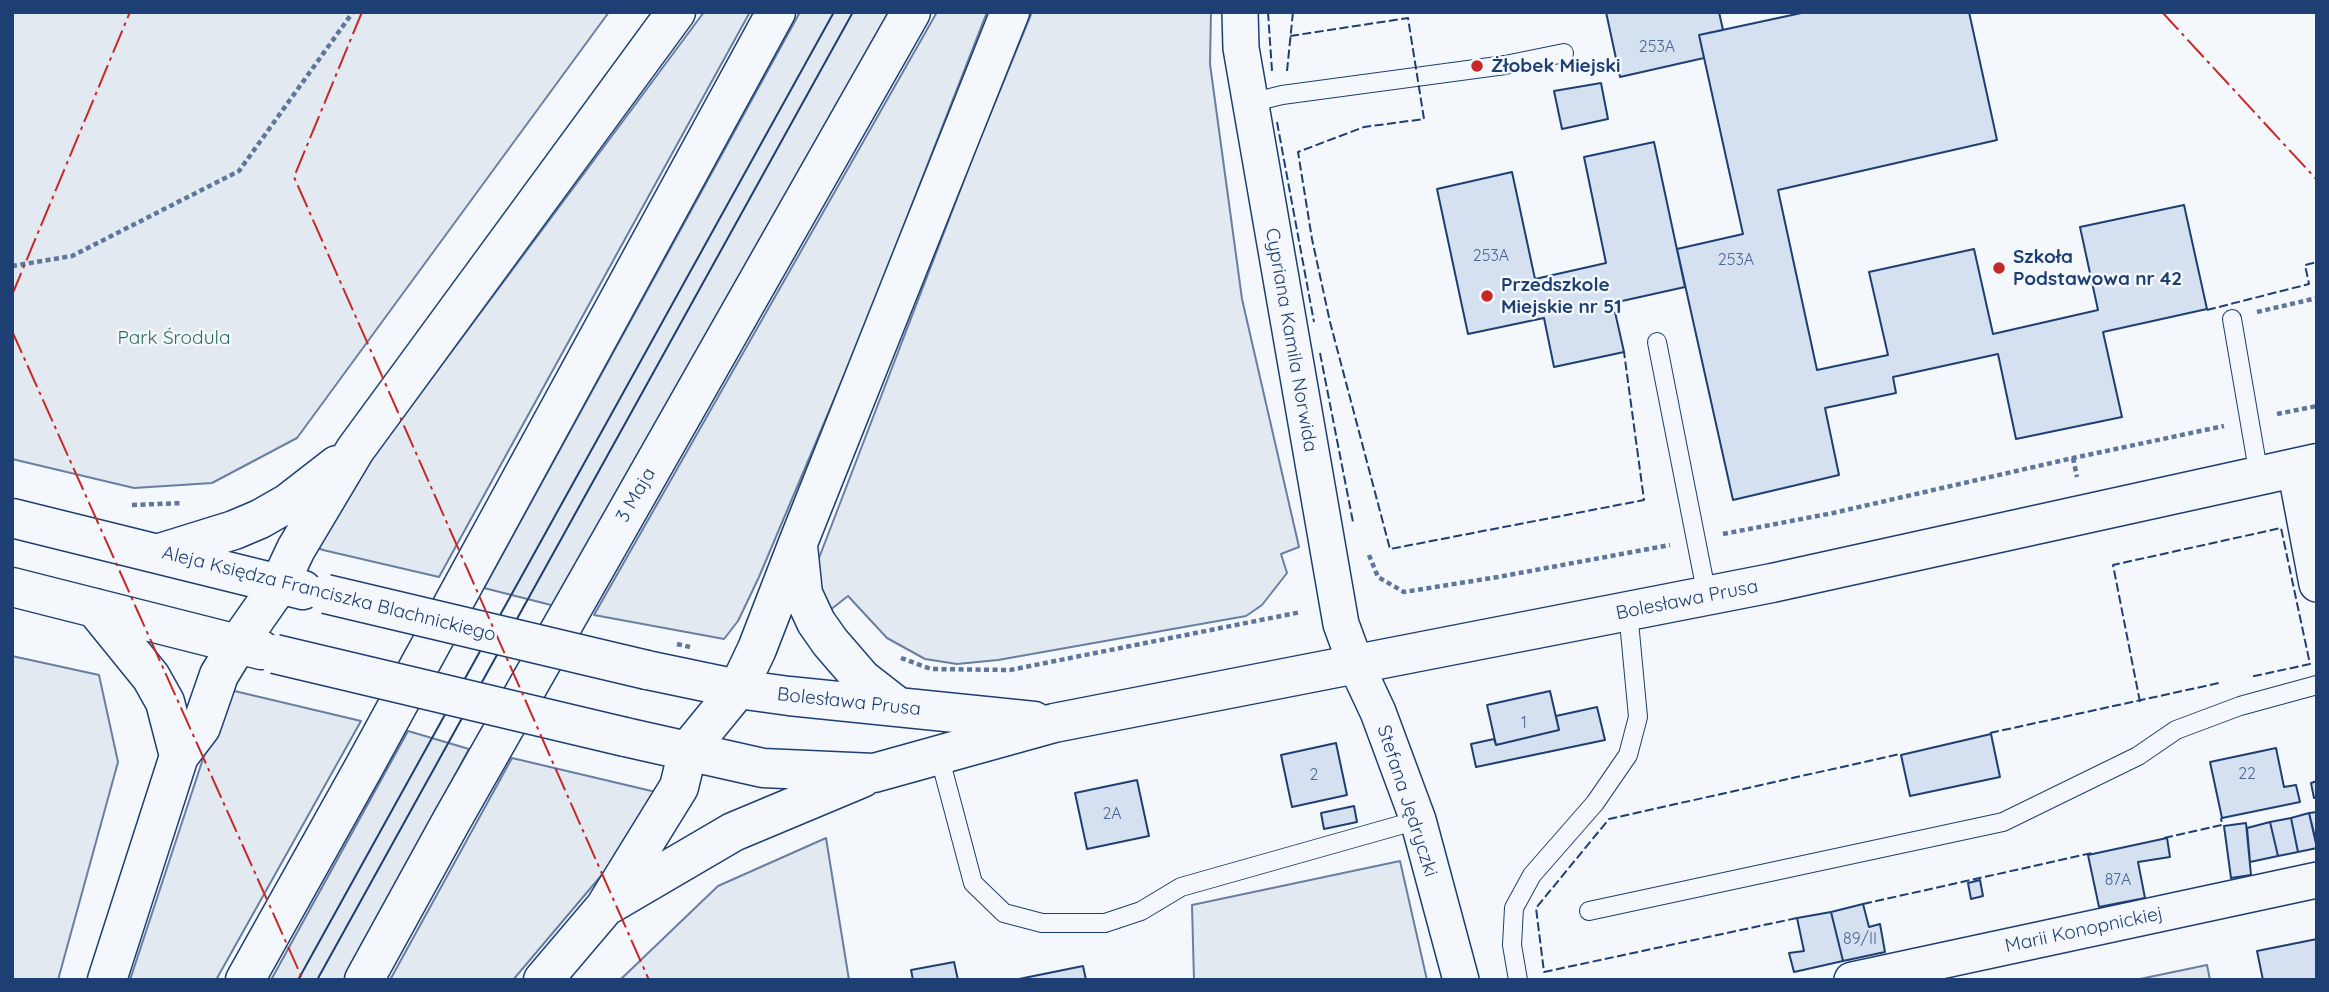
<!DOCTYPE html>
<html>
<head>
<meta charset="utf-8">
<style>
  body { margin:0 }
  #map { position:relative; width:2329px; height:992px; overflow:hidden; background:#f4f7fb; font-family:Quicksand,sans-serif }
  canvas { display:block }
  .frame { position:absolute; inset:0; border:14px solid #1d3f73; pointer-events:none }
</style>
</head>
<body>
<div id="map">
<canvas width="2329" height="992"></canvas>
<div class="frame"></div>
</div>
<script>
const context = document.querySelector('canvas').getContext('2d');
context.lineJoin = 'round';
function paint(path, color) { context.fillStyle = color; context.fill(path, 'evenodd'); }
const toPath = rows => new Path2D(rows.map(r => 'M' + r).join(''));
function strokePath(path, color, width, dash) { context.strokeStyle = color; context.lineWidth = width; context.lineCap = dash ? 'butt' : 'round'; context.setLineDash(dash || []); context.stroke(path); }
function label(font, color, halo, rows, align = 'center') {
  context.font = font + ' Quicksand,sans-serif'; context.lineWidth = 5; context.setLineDash([]); context.textBaseline = 'middle'; context.strokeStyle = halo; context.fillStyle = color; for (const [text, x, y, turn = 0] of rows) {
    context.save(); context.translate(x, y); context.rotate((+turn || 0) * Math.PI / 180); context.textAlign = isNaN(turn) ? turn : align; if (halo) context.strokeText(text, 0, 0); context.fillText(text, 0, 0); context.restore();
  }
}
const green = toPath([
  [12,12,609,12,297,438,212,483,134,488,12,459,12,12],
  [704,12,750,12,439,577,323,550,316,547,325,522,704,12],
  [800,12,889,12,555,606,484,588,800,12],
  [937,12,987,12,860,338,759,577,738,621,724,639,594,615,937,12],
  [1032,12,1211,12,1210,64,1242,299,1299,547,1281,554,1287,573,1262,605,1246,616,998,660,957,664,925,659,887,638,848,596,825,614,817,579,819,558,976,149,1032,12],
  [12,656,99,675,118,762,58,980,12,980,12,656],
  [226,689,361,721,216,980,130,980,226,689],
  [408,731,469,749,345,980,271,980,408,731],
  [512,758,660,793,649,819,513,980,390,980,512,758],
  [826,838,849,980,620,980,718,886,826,838],
  [1400,861,1427,980,1194,980,1192,905,1400,861]
]);
const parking = toPath([
  [2207,965,2210,980,2135,980,2207,965]
]);
const building = toPath([
  [1606,12,1719,12,1723,30,1699,35,1704,58,1620,77,1606,12],
  [1806,12,1969,12,1997,140,1778,190,1817,370,1888,355,1869,272,1974,249,1993,334,2098,310,2080,227,2184,205,2207,309,2103,332,2122,417,2016,439,1998,354,1893,377,1896,393,1825,408,1839,475,1733,500,1677,249,1743,234,1699,35,1806,12],
  [1601,83,1608,119,1562,129,1554,91,1601,83],
  [1654,142,1685,287,1613,303,1624,352,1554,367,1544,318,1468,334,1437,189,1512,172,1535,279,1606,263,1584,157,1654,142],
  [1550,691,1559,730,1496,745,1487,705,1550,691],
  [1597,707,1605,740,1476,767,1471,744,1494,739,1496,745,1559,730,1556,716,1597,707],
  [1991,734,2000,777,1910,796,1901,755,1991,734],
  [1336,743,1347,795,1292,807,1281,755,1336,743],
  [2276,748,2284,787,2296,785,2300,802,2222,818,2210,762,2276,748],
  [1137,780,1149,836,1087,849,1075,793,1137,780],
  [2317,781,2317,798,2314,798,2311,783,2317,781],
  [1354,806,1357,822,1324,829,1321,813,1354,806],
  [2317,812,2317,845,2309,813,2317,812],
  [2309,813,2317,848,2298,852,2291,818,2309,813],
  [2291,818,2298,852,2278,856,2270,822,2291,818],
  [2270,822,2278,856,2250,862,2247,828,2270,822],
  [2246,823,2251,875,2231,878,2224,826,2246,823],
  [2167,838,2170,857,2138,862,2145,898,2099,907,2088,855,2167,838],
  [1980,880,1983,896,1971,899,1968,883,1980,880],
  [1863,904,1869,927,1880,924,1885,952,1843,961,1831,912,1863,904],
  [1831,912,1843,961,1794,972,1789,953,1804,951,1797,918,1831,912],
  [2317,939,2317,980,2263,980,2257,951,2317,939],
  [954,962,958,980,913,980,911,970,954,962],
  [1083,966,1086,980,1014,980,1083,966]
]);
const path = toPath([
  [12,266,72,256,239,171,353,12],
  [2257,312,2317,298],
  [2277,414,2317,406],
  [2073,458,2077,477],
  [132,505,183,503],
  [1723,534,1833,513,2073,458,2224,426],
  [1369,555,1378,577,1404,592,1498,577,1670,545],
  [901,658,931,669,1010,670,1301,612]
]);
const lane = toPath([
  [1250,103,1282,95,1505,65,1564,53],
  [2232,319,2259,476],
  [1657,342,1707,596],
  [939,755,973,883,1004,913,1042,923,1105,923,1141,911,1181,887,1418,820],
  [1589,911,2003,822,2138,756,2176,730,2240,706,2317,685],
  [1518,980,1512,945,1514,908,1532,875,1595,803,1628,755,1638,717,1628,611]
]);
const street = toPath([
  [1240,12,1241,48,1341,624,1356,665,1378,712,1418,820,1461,980],
  [2295,468,2317,584],
  [1852,980,2317,880]
]);
const secondary = toPath([
  [12,518,303,590],
  [798,546,803,594,816,622,830,642,862,679,898,707],
  [160,553,234,530,260,519,288,503,337,465],
  [12,587,261,650],
  [95,608,151,677,165,702,179,756],
  [647,670,738,689,789,696,1034,721],
  [625,737,763,768,874,773,1054,723,1772,583,2317,463],
  [610,904,733,832,862,778],
  [107,980,179,756,201,727,219,675,239,642,279,585,296,549,355,450,676,12],
  [245,980,364,767,776,12],
  [364,980,452,820,911,12],
  [543,980,605,907,679,787,688,750,738,689,757,649,798,543,1010,12]
]);
const tram = toPath([
  [298,980,834,12],
  [317,980,853,12]
]);
const pathBridge = toPath([
  [677,644,690,647]
]);
const secondaryBridge = toPath([
  [326,594,647,670],
  [275,654,625,737]
]);
const fence = toPath([
  [1268,12,1272,71],
  [1290,36,1408,18,1424,119,1364,127,1298,152,1312,239,1330,322,1390,549,1644,500,1624,352],
  [1287,71,1293,12],
  [1277,122,1314,322],
  [2207,310,2309,284,2305,265,2317,262],
  [1320,353,1353,522],
  [2140,702,2113,565,2281,528,2310,664,2250,677],
  [1990,733,2219,683],
  [2164,838,2222,825,2221,818],
  [1863,904,2092,853],
  [1797,918,1544,972,1536,908,1609,819,1900,754]
]);
const power = toPath([
  [362,12,294,177,649,980],
  [2162,12,2317,180],
  [12,295,130,12],
  [12,331,303,980]
]);
const markers = [
  [1477,66,7,"#c62828"],
  [1999,268,7,"#c62828"],
  [1487,296,7,"#c62828"]
];
const numberNames = [
  ["253A",1657,47],
  ["253A",1491,256],
  ["253A",1736,260],
  ["1",1524,723],
  ["22",2247,774],
  ["2",1314,775],
  ["2A",1112,814],
  ["87A",2118,880],
  ["89/II",1860,939]
];
const poiNames = [
  ["Żłobek Miejski",1491,66],
  ["Szkoła",2013,257],
  ["Podstawowa nr 42",2013,279],
  ["Przedszkole",1501,285],
  ["Miejskie nr 51",1501,307]
];
const parkNames = [
  ["Park Środula",174,338]
];
const streetNames = [
  ["Cypriana Kamila Norwida",1291,340,80],
  ["3 Maja",636,495,-60],
  ["Aleja Księdza Franciszka Blachnickiego",329,594,14],
  ["Bolesława Prusa",1687,600,-11],
  ["Bolesława Prusa",849,702,6],
  ["Stefana Jędryczki",1407,801,72],
  ["Marii Konopnickiej",2084,930,-12]
];
paint(green, '#e3e9f0');
strokePath(green, '#687fa3', 2);
paint(parking, '#e3e8f0');
strokePath(parking, '#687fa3', 2);
paint(building, '#d5e0f0');
strokePath(building, '#1d3f73', 2);
strokePath(lane, '#1d3f73', 20);
strokePath(street, '#1d3f73', 38);
strokePath(secondary, '#1d3f73', 41);
strokePath(path, '#5e769c', 4.5, [5, 3.5]);
strokePath(lane, '#f4f7fb', 18);
strokePath(street, '#f4f7fb', 35);
strokePath(secondary, '#f4f7fb', 38);
strokePath(tram, '#1d3f73', 2);
strokePath(secondaryBridge, '#1d3f73', 41, []);
strokePath(pathBridge, '#5e769c', 4.5, [5, 3.5]);
strokePath(secondaryBridge, '#f4f7fb', 38);
strokePath(fence, '#1d3f73', 2, [9, 3.5]);
strokePath(power, '#c62828', 2, [24, 5, 3.5, 5]);
for (const [x, y, r, color] of markers) { const dot = new Path2D(); dot.arc(x, y, r, 0, 2 * Math.PI); context.fillStyle = color; context.fill(dot); strokePath(dot, '#f4f7fb', 2.5); }
label('16px', '#4b6792', null, numberNames);
label('bold 19px', '#1d3f73', '#f4f7fb', poiNames, 'left');
label('19px', '#2c6c60', '#f4f7fb', parkNames);
label('19px', '#1d3f73', '#f4f7fb', streetNames);
</script>
</body>
</html>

(TASK TO CARRY OUT): Read the material above and copy out each line holding "tram".

(RESPONSE AREA):
const tram = toPath([
strokePath(tram, '#1d3f73', 2);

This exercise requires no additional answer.